→ Recorded data
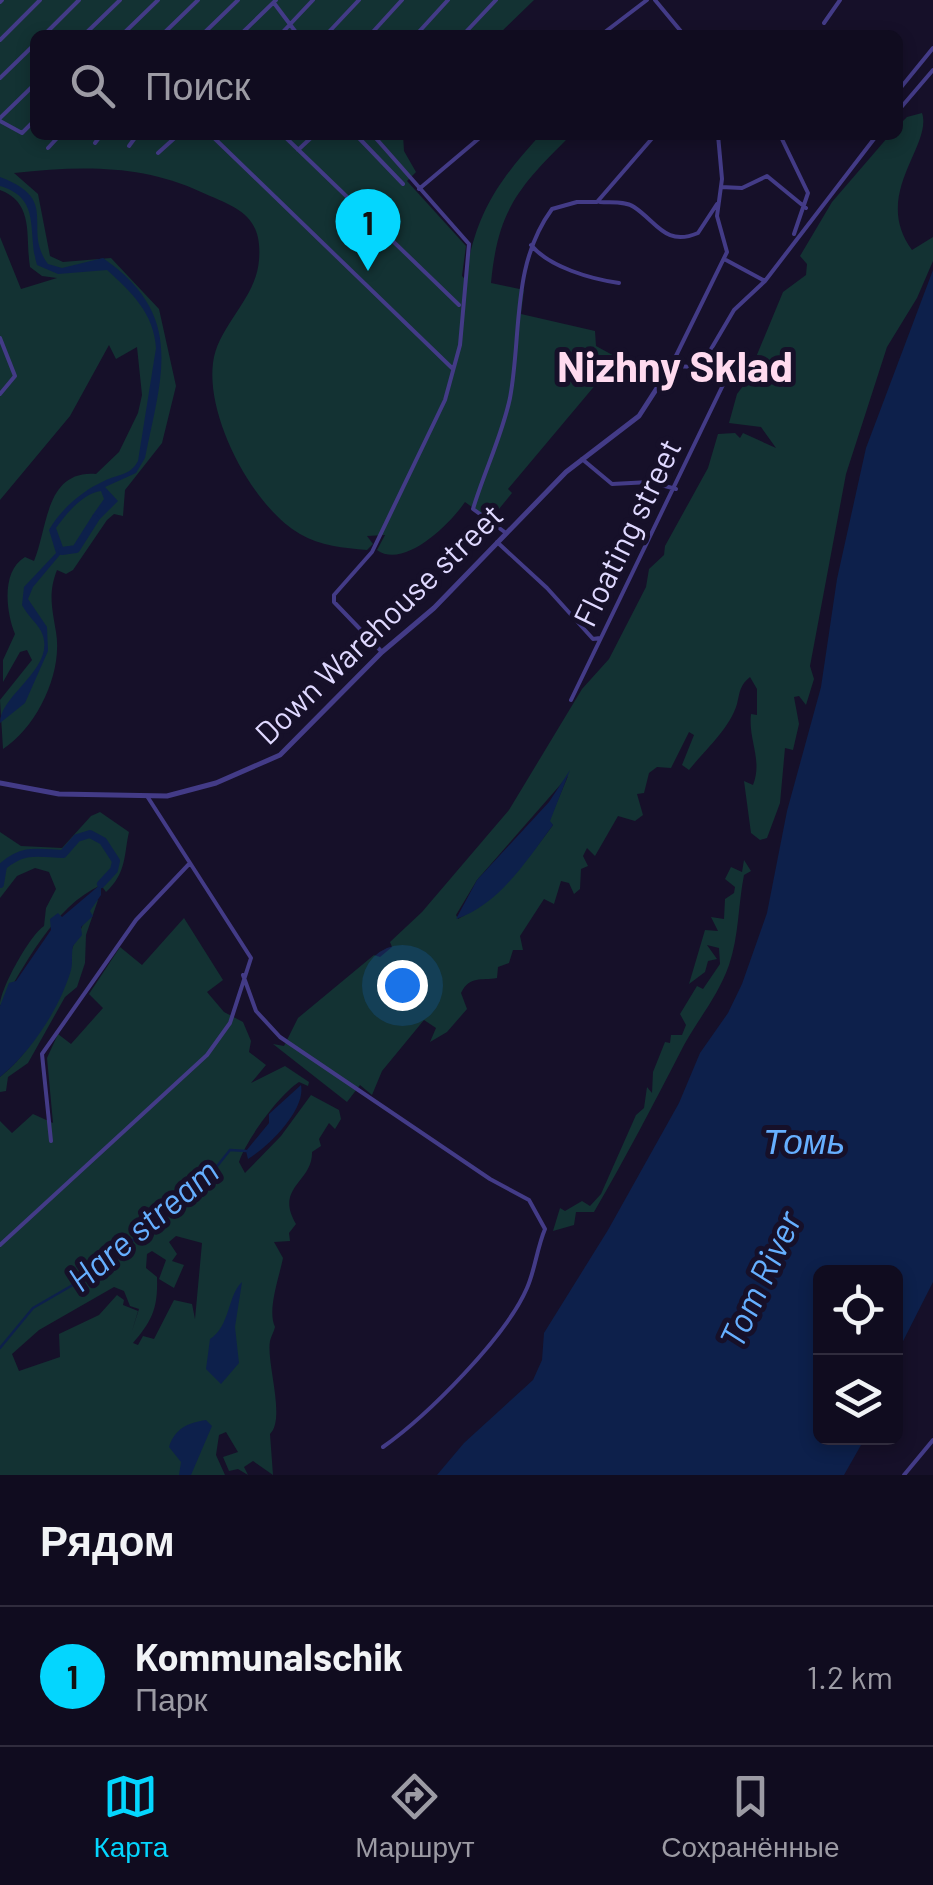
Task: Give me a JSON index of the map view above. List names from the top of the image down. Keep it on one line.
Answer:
{"streets":{"street":["Floating street","Down Warehouse street"]},"districts":["Nizhny Sklad"],"water":["Томь","Hare stream","Tom River"],"page":{"search":"Поиск","pins":"1","heading":"Рядом","list":[{"mark":"1","name":"Kommunalschik","note":"Парк","value":"1.2 km"}],"nav":["Карта","Маршрут","Сохранённые"]}}
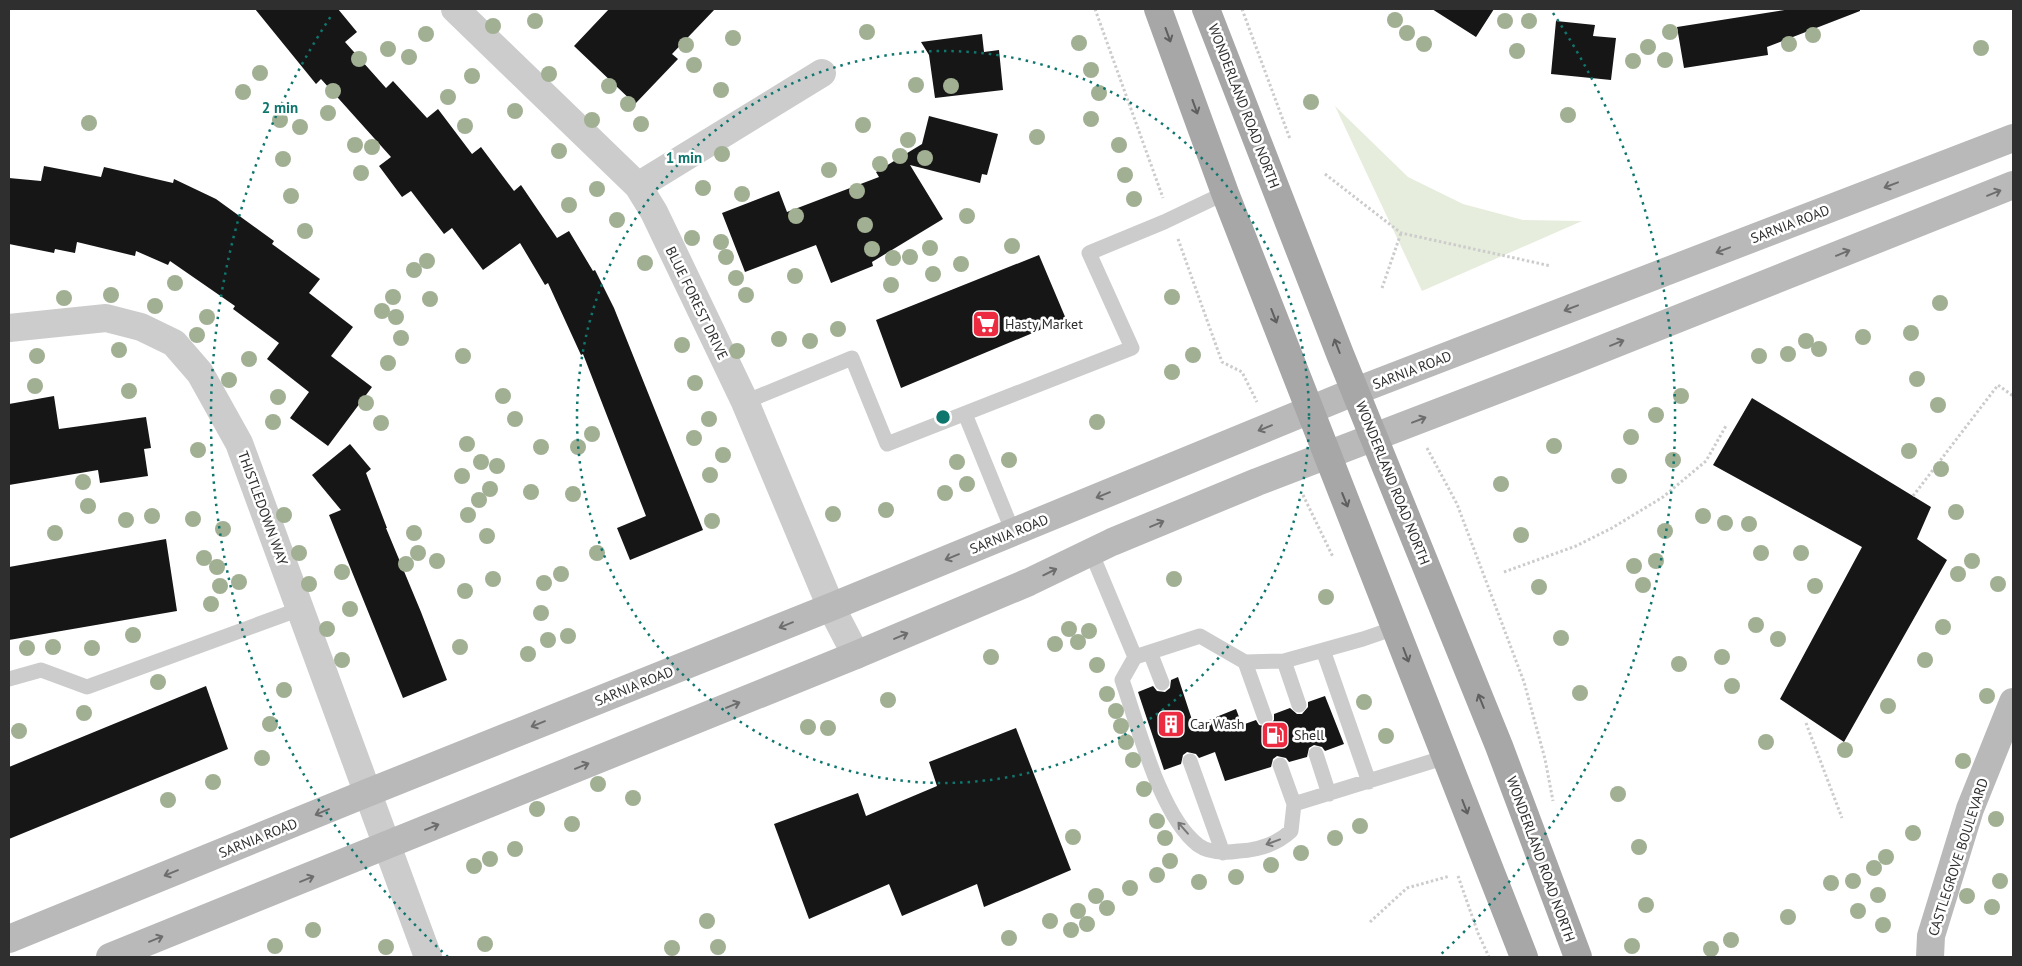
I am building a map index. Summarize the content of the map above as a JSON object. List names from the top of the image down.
{
  "streets": {
    "main road": ["WONDERLAND ROAD NORTH", "SARNIA ROAD", "CASTLEGROVE BOULEVARD"],
    "street": ["BLUE FOREST DRIVE", "THISTLEDOWN WAY"]
  },
  "crossings": [
    ["WONDERLAND ROAD NORTH", "SARNIA ROAD"],
    ["SARNIA ROAD", "BLUE FOREST DRIVE"],
    ["SARNIA ROAD", "THISTLEDOWN WAY"]
  ],
  "places": {
    "supermarket": ["Hasty Market"],
    "building": ["Car Wash"],
    "fuel station": ["Shell"]
  },
  "rings": ["2 min", "1 min"]
}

→ Task item
The range begins at the line containing "I am building" and ends at the last line of the entries; reproduce it exactly.

→ Response to this exercise
I am building a map index. Summarize the content of the map above as a JSON object. List names from the top of the image down.
{
  "streets": {
    "main road": ["WONDERLAND ROAD NORTH", "SARNIA ROAD", "CASTLEGROVE BOULEVARD"],
    "street": ["BLUE FOREST DRIVE", "THISTLEDOWN WAY"]
  },
  "crossings": [
    ["WONDERLAND ROAD NORTH", "SARNIA ROAD"],
    ["SARNIA ROAD", "BLUE FOREST DRIVE"],
    ["SARNIA ROAD", "THISTLEDOWN WAY"]
  ],
  "places": {
    "supermarket": ["Hasty Market"],
    "building": ["Car Wash"],
    "fuel station": ["Shell"]
  },
  "rings": ["2 min", "1 min"]
}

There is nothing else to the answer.